=== Section Start ===
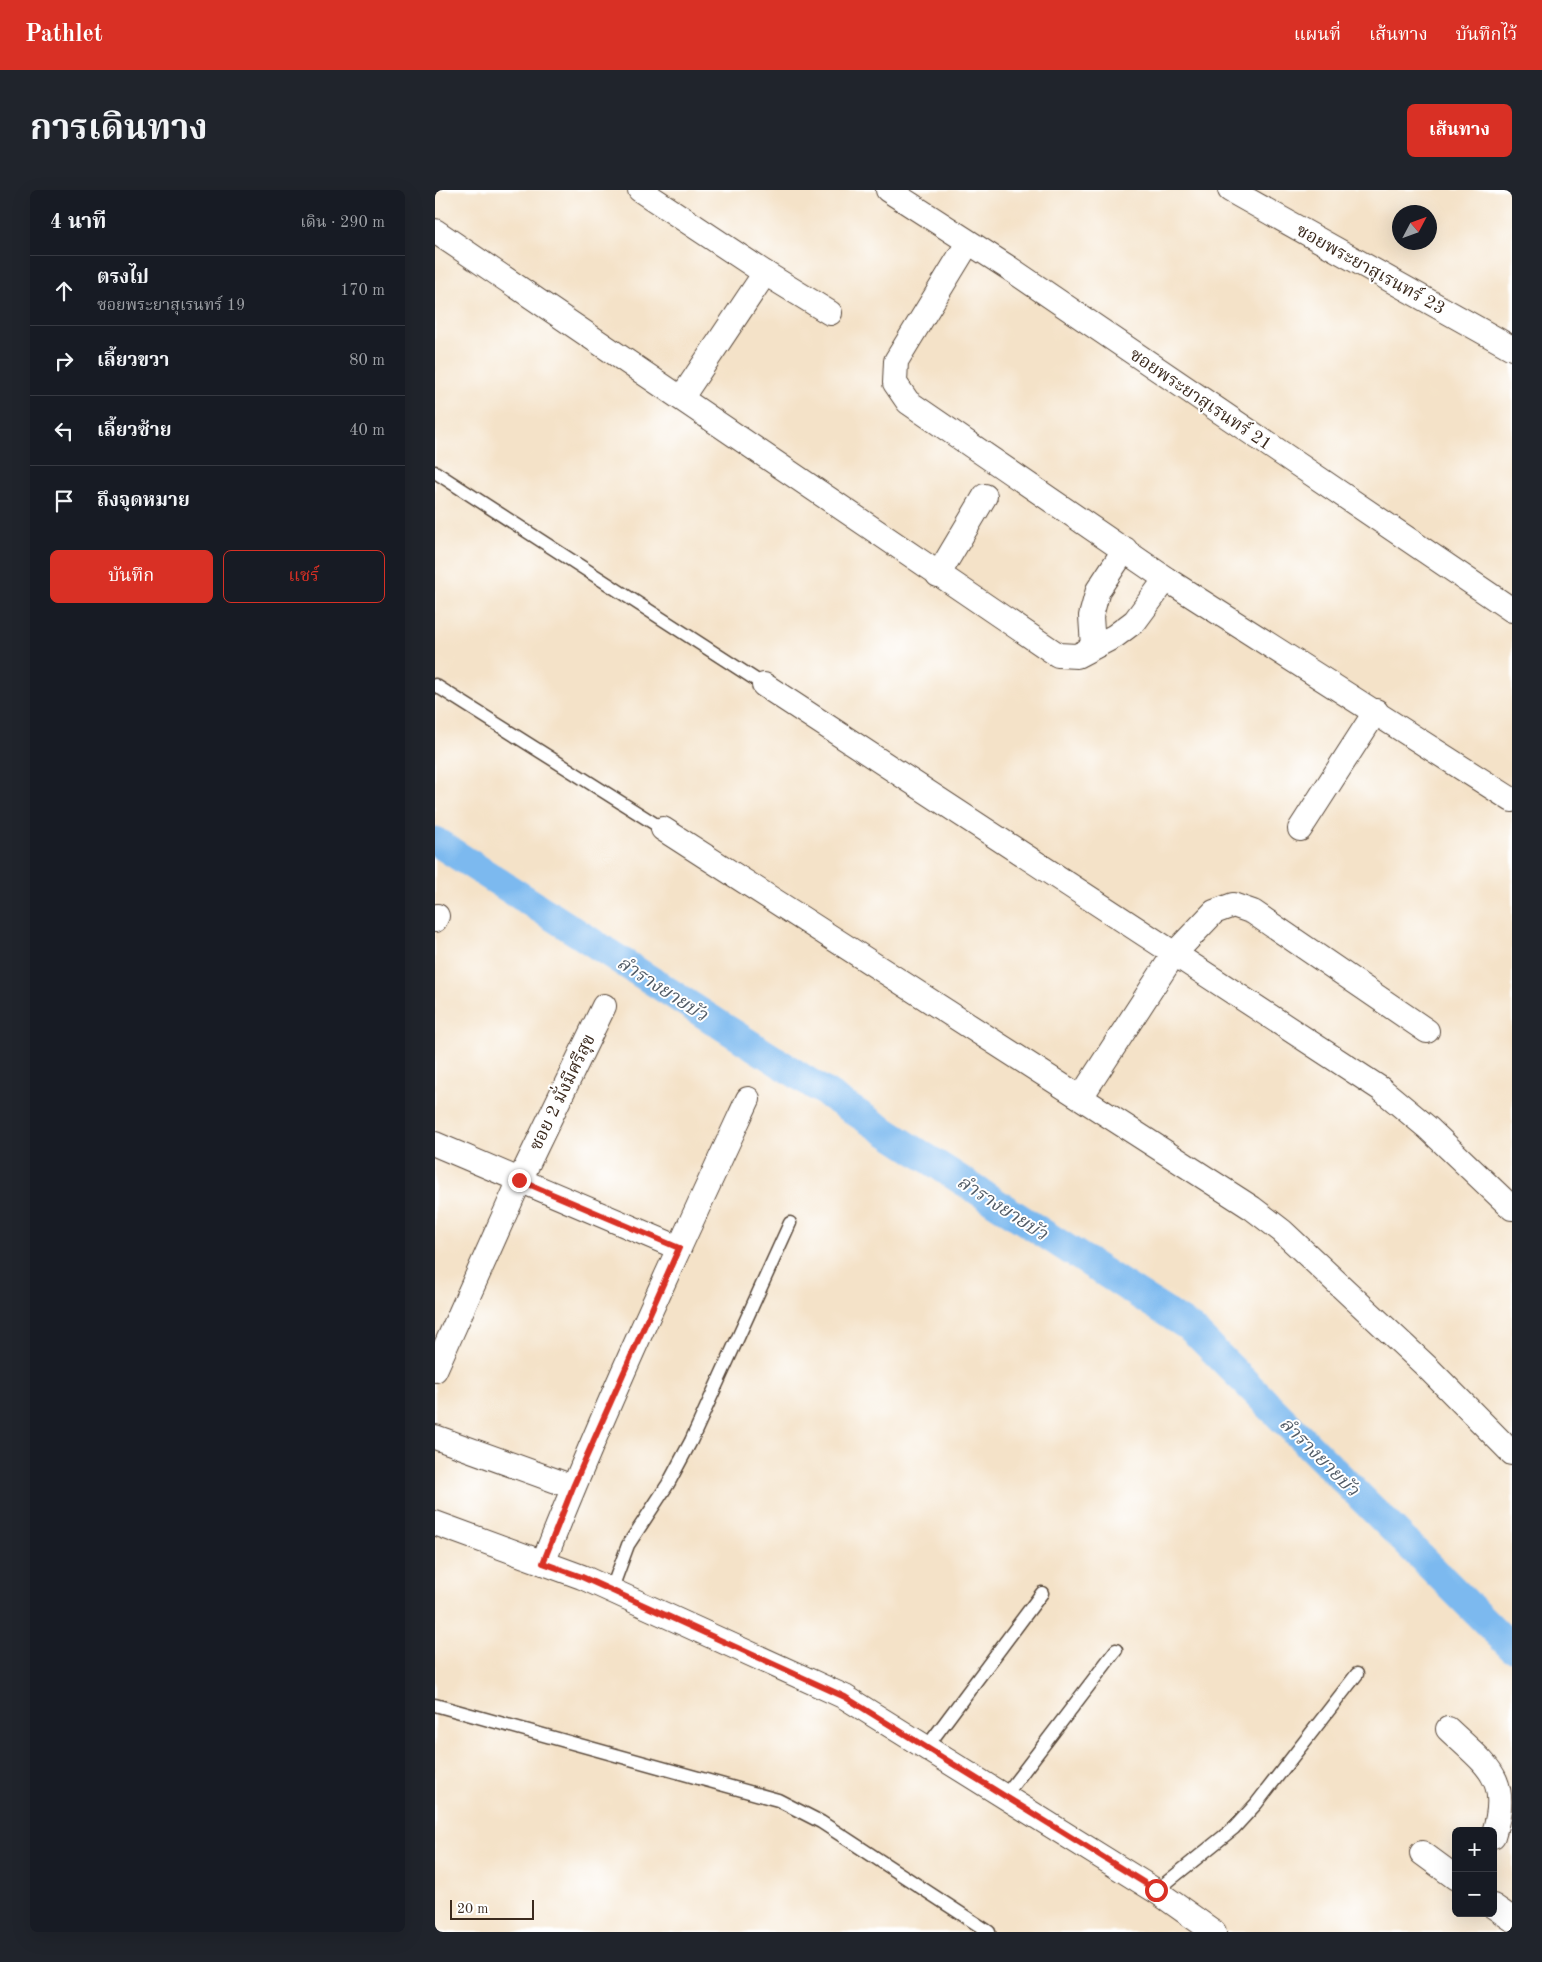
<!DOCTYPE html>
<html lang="th">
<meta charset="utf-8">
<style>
body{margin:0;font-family:"Old Standard TT","Noto Serif Thai",serif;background:#20242c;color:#f1f3f6}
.controls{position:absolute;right:15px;bottom:15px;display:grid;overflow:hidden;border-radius:8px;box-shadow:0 5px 20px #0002}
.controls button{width:45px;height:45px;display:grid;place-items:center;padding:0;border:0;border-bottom:1px solid #363941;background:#171b24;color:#f1f3f6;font:25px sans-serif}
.compass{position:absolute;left:957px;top:15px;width:45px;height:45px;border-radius:50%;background:#171b24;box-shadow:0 5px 20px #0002;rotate:49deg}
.scale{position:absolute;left:15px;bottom:12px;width:84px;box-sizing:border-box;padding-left:5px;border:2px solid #3b2a1e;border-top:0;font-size:14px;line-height:18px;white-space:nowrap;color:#3b2a1e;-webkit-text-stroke:4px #fff;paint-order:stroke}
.stop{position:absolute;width:15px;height:15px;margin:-11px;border:4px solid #d93025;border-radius:50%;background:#fff}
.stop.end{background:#d93025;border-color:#fff;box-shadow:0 1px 5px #0008}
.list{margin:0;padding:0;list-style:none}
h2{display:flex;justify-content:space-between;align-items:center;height:65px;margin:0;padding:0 20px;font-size:21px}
h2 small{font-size:16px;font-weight:400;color:#9ea1a6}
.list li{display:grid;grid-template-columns:32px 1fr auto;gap:15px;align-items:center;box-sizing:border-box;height:70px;padding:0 20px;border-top:1px solid #363941}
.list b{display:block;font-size:19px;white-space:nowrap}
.list p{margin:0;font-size:16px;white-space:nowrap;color:#9ea1a6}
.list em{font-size:16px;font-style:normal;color:#9ea1a6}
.actions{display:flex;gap:10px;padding:15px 20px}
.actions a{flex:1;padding:11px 0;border:1px solid #d93025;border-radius:8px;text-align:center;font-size:18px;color:#d93025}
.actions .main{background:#d93025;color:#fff}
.icon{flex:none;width:28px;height:28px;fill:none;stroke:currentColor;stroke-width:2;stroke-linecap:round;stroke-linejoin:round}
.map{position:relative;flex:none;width:1077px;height:1742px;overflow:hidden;border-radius:8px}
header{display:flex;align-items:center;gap:30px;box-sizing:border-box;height:70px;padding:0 25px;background:#d93025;color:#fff}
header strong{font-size:24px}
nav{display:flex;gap:28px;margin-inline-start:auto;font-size:18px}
.intro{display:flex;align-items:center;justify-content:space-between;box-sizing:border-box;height:120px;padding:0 30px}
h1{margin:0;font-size:35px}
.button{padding:12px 22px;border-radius:8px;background:#d93025;color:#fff;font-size:18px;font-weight:700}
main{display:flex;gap:30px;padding:0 30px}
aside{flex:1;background:#171b24;border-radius:8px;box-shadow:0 5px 20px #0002}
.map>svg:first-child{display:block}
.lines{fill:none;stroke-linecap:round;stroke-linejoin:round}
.canal{stroke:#7cb9ef;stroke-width:29}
.service-casing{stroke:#574638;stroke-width:15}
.minor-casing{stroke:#574638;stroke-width:26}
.service{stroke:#fff;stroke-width:12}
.minor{stroke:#fff;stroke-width:24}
.route{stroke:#d93025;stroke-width:6}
.labels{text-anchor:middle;stroke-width:4;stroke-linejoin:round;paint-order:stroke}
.street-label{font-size:18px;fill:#3b2a1e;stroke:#fff}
.water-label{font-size:19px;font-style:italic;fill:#525c67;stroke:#fff}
</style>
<header>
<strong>Pathlet</strong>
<nav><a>แผนที่</a><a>เส้นทาง</a><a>บันทึกไว้</a></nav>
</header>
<div class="intro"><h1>การเดินทาง</h1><a class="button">เส้นทาง</a></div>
<main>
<aside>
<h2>4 นาที<small>เดิน · 290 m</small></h2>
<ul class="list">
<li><svg class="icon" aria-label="ahead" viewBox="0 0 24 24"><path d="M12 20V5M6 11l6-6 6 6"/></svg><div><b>ตรงไป</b><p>ซอยพระยาสุเรนทร์ 19</p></div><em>170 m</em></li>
<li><svg class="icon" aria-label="right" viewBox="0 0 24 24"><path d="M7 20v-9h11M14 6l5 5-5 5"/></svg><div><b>เลี้ยวขวา</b></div><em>80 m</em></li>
<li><svg class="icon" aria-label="left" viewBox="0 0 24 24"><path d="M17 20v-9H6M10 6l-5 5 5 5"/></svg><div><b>เลี้ยวซ้าย</b></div><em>40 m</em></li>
<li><svg class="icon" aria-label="arrive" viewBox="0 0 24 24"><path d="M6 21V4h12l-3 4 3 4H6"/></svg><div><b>ถึงจุดหมาย</b></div></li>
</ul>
<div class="actions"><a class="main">บันทึก</a><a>แชร์</a></div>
</aside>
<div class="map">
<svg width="1077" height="1742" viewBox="0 0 1077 1742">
<rect width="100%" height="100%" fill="#fff"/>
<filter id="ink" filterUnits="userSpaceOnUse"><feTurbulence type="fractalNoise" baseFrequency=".02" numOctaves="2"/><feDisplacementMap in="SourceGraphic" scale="10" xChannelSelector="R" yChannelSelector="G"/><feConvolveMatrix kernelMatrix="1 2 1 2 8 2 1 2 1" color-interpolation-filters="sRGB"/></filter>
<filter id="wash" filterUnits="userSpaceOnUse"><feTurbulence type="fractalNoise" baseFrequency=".0096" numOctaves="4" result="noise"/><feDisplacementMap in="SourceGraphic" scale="20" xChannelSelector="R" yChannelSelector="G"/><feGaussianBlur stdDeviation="1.12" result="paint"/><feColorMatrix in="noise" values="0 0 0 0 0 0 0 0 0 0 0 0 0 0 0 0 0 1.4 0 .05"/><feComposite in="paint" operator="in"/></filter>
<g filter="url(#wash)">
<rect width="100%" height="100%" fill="#f4e2c8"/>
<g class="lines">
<path class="canal" d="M0,651L757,1139L1077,1458"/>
</g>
</g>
<g filter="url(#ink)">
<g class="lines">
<defs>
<g id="service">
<path d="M0,282L329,495"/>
<path d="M0,495L228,639"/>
<path d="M176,1401L193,1355L233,1294L256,1251L355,1033"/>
<path d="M0,1515L343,1610L386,1632L554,1742"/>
<path d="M491,1558L607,1403"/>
<path d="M569,1607L681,1460"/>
<path d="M721,1701L799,1638L821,1614L922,1484"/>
</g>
<g id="minor">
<path d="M205,0L330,83L395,123"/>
<path d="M453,0L574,78L1077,420"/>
<path d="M795,0L1077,158"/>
<path d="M0,41L623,465L642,466L680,446L700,431L731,389"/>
<path d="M533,53L461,171L460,193L473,212L731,389L1077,610"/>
<path d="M247,207L330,83"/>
<path d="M503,385L550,306"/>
<path d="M658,457L656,426L663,400L690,359"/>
<path d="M329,495L946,899L993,938L1077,1018"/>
<path d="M228,639L817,1018L847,1041L991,1176L1077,1263"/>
<path d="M865,639L941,521"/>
<path d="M0,730L2,726"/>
<path d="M646,907L739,764L779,722L798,715L818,722L992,841"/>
<path d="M0,954L244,1058"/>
<path d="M0,1180L85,990L169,816"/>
<path d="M0,1247L138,1297"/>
<path d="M0,1333L147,1387L410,1507L721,1701L779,1742"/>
<path d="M108,1373C170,1216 242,1062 313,909"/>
<path d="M1013,1539C1052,1576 1077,1588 1058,1646"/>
<path d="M987,1663L1021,1688"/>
<path d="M1058,1716L1077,1729"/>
</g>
</defs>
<use href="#service" class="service-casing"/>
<use href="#minor" class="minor-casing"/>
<use href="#service" class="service"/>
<use href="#minor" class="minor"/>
</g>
</g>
<g class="lines" filter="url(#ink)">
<path class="route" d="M84,990L244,1058L138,1297L108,1373L147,1387L410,1507L721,1700"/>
</g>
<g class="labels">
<g class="street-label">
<text transform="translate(936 79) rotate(29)" y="6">ซอยพระยาสุเรนทร์ 23</text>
<text transform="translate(766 209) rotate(34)" y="6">ซอยพระยาสุเรนทร์ 21</text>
<text transform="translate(127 902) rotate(-64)" y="6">ซอย 2 มั่งมีศรีสุข</text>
</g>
<g class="water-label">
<text transform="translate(228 798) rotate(33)" y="7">ลำรางยายบัว</text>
<text transform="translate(568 1017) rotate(33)" y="7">ลำรางยายบัว</text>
<text transform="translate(885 1266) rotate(45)" y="7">ลำรางยายบัว</text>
</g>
</g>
</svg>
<div class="controls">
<button>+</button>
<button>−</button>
</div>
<svg class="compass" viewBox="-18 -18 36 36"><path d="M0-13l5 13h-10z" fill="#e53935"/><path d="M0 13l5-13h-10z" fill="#9ea1a6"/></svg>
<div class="scale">20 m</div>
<div class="stop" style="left:721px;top:1700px"></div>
<div class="stop end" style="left:84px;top:990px"></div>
</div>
</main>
=== Section End ===
Exercise goal
Return each line of the entries that holds the string "hidden".

Result below
.controls{position:absolute;right:15px;bottom:15px;display:grid;overflow:hidden;border-radius:8px;box-shadow:0 5px 20px #0002}
.map{position:relative;flex:none;width:1077px;height:1742px;overflow:hidden;border-radius:8px}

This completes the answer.